#### [WHAT NEEDS TO BE DONE]
In the entries below, tally the lines that contain the string "turn", then state that number alone.

** WORKING DATA follows **

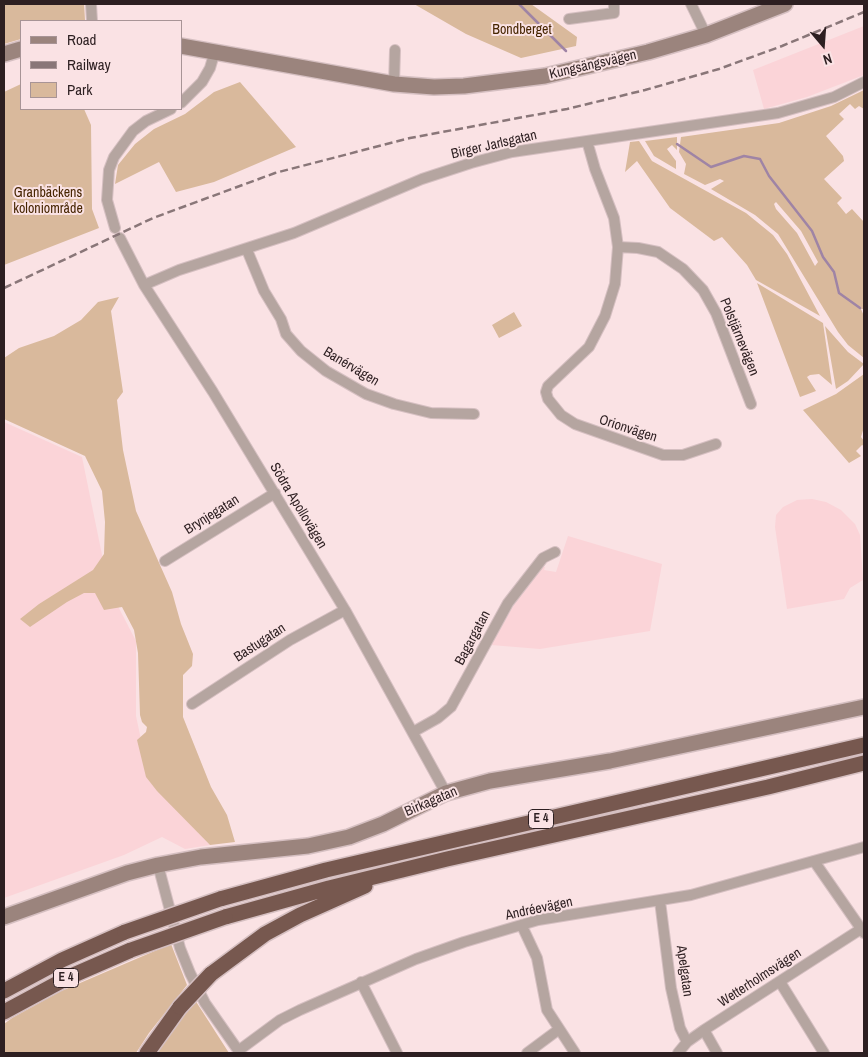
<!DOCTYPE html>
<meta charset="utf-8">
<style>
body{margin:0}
#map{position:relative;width:868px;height:1057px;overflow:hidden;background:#fae2e4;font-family:"Archivo Narrow",sans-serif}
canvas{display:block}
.frame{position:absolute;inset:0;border:5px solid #2d1f21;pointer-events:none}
.legend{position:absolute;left:20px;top:20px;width:162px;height:90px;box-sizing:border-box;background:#fae2e4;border:1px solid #a89496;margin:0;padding:6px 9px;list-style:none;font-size:15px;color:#2d1f21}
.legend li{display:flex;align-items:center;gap:10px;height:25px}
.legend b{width:25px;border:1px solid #a89496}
.north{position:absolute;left:798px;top:20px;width:50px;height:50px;-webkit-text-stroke:4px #fae2e4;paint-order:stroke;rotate:162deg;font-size:14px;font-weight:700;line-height:20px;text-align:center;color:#2d1f21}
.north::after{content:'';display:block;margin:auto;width:18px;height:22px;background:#2d1f21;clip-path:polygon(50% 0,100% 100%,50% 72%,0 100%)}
</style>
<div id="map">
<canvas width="868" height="1057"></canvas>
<div class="frame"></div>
<ul class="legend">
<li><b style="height:6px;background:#9b847d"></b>Road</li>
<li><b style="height:6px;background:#897678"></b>Railway</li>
<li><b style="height:14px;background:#d9b99c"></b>Park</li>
</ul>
<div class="north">N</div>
</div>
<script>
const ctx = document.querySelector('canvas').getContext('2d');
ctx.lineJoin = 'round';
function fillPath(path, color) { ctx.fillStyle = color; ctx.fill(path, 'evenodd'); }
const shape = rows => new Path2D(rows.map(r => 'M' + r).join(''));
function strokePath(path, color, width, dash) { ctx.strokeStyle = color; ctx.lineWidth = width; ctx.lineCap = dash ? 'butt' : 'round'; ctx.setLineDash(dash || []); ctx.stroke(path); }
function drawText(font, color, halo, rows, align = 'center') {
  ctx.font = font + ' "Archivo Narrow",sans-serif'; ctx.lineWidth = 4; ctx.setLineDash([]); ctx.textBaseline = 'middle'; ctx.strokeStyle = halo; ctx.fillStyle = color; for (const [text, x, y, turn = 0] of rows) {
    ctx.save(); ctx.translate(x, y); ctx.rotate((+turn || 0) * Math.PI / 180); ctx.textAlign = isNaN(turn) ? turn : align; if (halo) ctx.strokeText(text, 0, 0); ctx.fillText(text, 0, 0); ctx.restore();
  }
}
const built = shape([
 [864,26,864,75,807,97,764,109,753,70],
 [4,422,82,457,109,589,136,641,136,716,150,782,210,845,185,849,162,837,124,855,4,898],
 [812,499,826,502,841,510,855,524,860,535,863,580,850,588,844,599,787,609,775,527,776,515,783,507,797,500],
 [568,536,662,564,650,631,540,649,491,645,520,594,542,566,545,567,544,570,556,572]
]);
const green = shape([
 [4,4,84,4,85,20,21,21,21,39,4,44],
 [414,4,531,4,577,37,576,46,521,58,466,34],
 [240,82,296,147,214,182,176,192,159,162,115,184,118,165,135,144,154,129,185,114,214,92],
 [21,84,21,109,84,109,91,125,92,209,99,228,4,265,4,92],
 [864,90,864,109,859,106,855,109,850,104,839,114,844,119,826,136,843,156,844,161,824,179,842,198,837,203,846,214,852,209,864,222,864,309,861,309,864,316,864,358,848,345,838,332,778,234,755,215,711,189,724,181,720,179,705,185,684,174,686,164,679,152,681,137,779,123,831,106],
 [776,202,801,231,818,262,815,266,797,233,776,209,774,204],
 [677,137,677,150,672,145,667,149,676,161,676,169,654,156,645,141],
 [639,141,652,161,746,213,773,235,787,254,820,316,756,280,747,265,722,237,714,241,670,208,637,161,625,172,630,142],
 [757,283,823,323,832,385,819,374,810,375,807,377,816,391,800,397],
 [119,297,111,311,123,392,117,400,123,450,136,511,172,592,181,624,193,654,192,666,183,675,183,717,211,787,227,815,235,842,210,845,157,791,146,777,137,740,146,732,147,727,142,722,140,715,138,653,134,630,122,607,104,610,95,593,84,593,67,602,30,627,20,619,39,604,93,570,104,554,105,522,102,491,85,456,4,419,4,358,19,348,54,336,81,320,98,302],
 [514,312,522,326,499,338,492,325],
 [825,326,848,352,864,364,848,381,836,389],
 [864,374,864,427,861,437,864,441,864,446,862,445,856,451,861,456,849,463,803,410,836,394],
 [171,944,187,985,149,1033,136,1053,4,1053,4,1024,12,1018,59,992],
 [195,1000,229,1053,156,1053,178,1022]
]);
const stream = shape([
 [519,4,566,51],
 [677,144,711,167,744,156,760,159,769,176,812,231,823,257,834,272,839,293,860,308]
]);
const street = shape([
 [91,4,92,21],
 [691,4,706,35],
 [569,19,614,13,614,4],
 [394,84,395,50],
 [181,103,202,82,210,68,215,51],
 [587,141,595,169,614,218,618,247,615,284,605,316,589,347,548,386,546,392,548,399,561,415,575,424,663,455,683,455,716,444],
 [115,228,107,200,109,170,114,157,133,131,146,121,171,109],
 [120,238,144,285,213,392,345,610,446,793],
 [618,247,638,248,658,252,683,269,703,290,716,313,751,404],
 [247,250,264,291,281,319,286,334,301,351,326,371,366,394,394,404,431,413,474,414],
 [144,285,179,270,294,233,422,179,471,163,512,152,778,113,834,97,864,82],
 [165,561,275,493],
 [192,704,290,640,345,610],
 [413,732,438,718,451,707,508,603,543,558,555,552],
 [814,861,864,933],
 [158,865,180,948,190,973,205,1003,240,1053],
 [660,901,671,988,680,1028,687,1042],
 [522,926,537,958,547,1010,575,1053],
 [361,982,397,1053],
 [780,982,824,1053],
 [704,1030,717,1053],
 [238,1051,280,1020,300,1010,416,959,464,942,538,920,691,895,864,847],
 [527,1053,558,1030],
 [678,1053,687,1042,704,1030,861,929]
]);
const secondary = shape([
 [181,46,394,84,434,87,464,86,545,76,648,52,706,35,785,4],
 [4,54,21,49],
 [4,917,127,873,158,865,201,857,308,846,349,837,383,824,446,793,490,781,610,761,864,707]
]);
const highway = shape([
 [220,899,326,870,864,745],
 [225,917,329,888,447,859,768,787,864,763],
 [211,974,265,934,300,915,365,886],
 [4,991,62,960,125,932],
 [4,1012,69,977,131,950],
 [147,1053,180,1007]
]);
const rail = shape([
 [4,288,153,218,275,173,410,138,567,109,645,90,719,69,782,46,864,12]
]);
const highwayBridge = shape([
 [125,932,220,899],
 [131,950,225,917],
 [180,1007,211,974]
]);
const shields = [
 [541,819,25],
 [66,978,25]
];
const shieldNames = [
 ["E 4",541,819],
 ["E 4",66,978]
];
const parkNames = [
 ["Bondberget",522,30],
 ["Granbäckens",48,193],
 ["koloniområde",48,209]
];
const streetNames = [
 ["Kungsängsvägen",593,65,-13],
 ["Birger Jarlsgatan",494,145,-13],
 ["Polstjärnevägen",739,337,68],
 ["Banérvägen",351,367,31],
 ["Orionvägen",628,429,18],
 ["Södra Apollovägen",298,506,59],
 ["Brynjegatan",212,515,-32],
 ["Bagargatan",473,638,-62],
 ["Bastugatan",260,643,-33],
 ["Birkagatan",431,802,-23],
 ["Andréevägen",539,909,-12],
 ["Apelgatan",684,971,82],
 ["Wetterholmsvägen",760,978,-33]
];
fillPath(built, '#fbd4d8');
fillPath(green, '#d9b99c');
strokePath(stream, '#9f84a5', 2.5);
strokePath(street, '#d5bfc1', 12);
strokePath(secondary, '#d5bfc1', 18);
strokePath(highway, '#d5bfc1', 18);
strokePath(street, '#b5a5a0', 10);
strokePath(secondary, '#9b847d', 15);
strokePath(highway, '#77584f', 15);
strokePath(rail, '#897678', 2.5, [8, 4]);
strokePath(highwayBridge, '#d5bfc1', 18, []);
strokePath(highwayBridge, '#77584f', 15);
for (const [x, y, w] of shields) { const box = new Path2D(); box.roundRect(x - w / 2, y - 9.5, w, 19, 4); ctx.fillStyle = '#fae2e4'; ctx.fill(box); strokePath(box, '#2d1f21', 1); }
drawText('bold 12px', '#2d1f21', null, shieldNames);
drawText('14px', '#462500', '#fae2e4', parkNames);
drawText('14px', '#2d1f21', '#fae2e4', streetNames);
</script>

** End of WORKING DATA **

#### [SOLUTION FOR THIS TASK]
2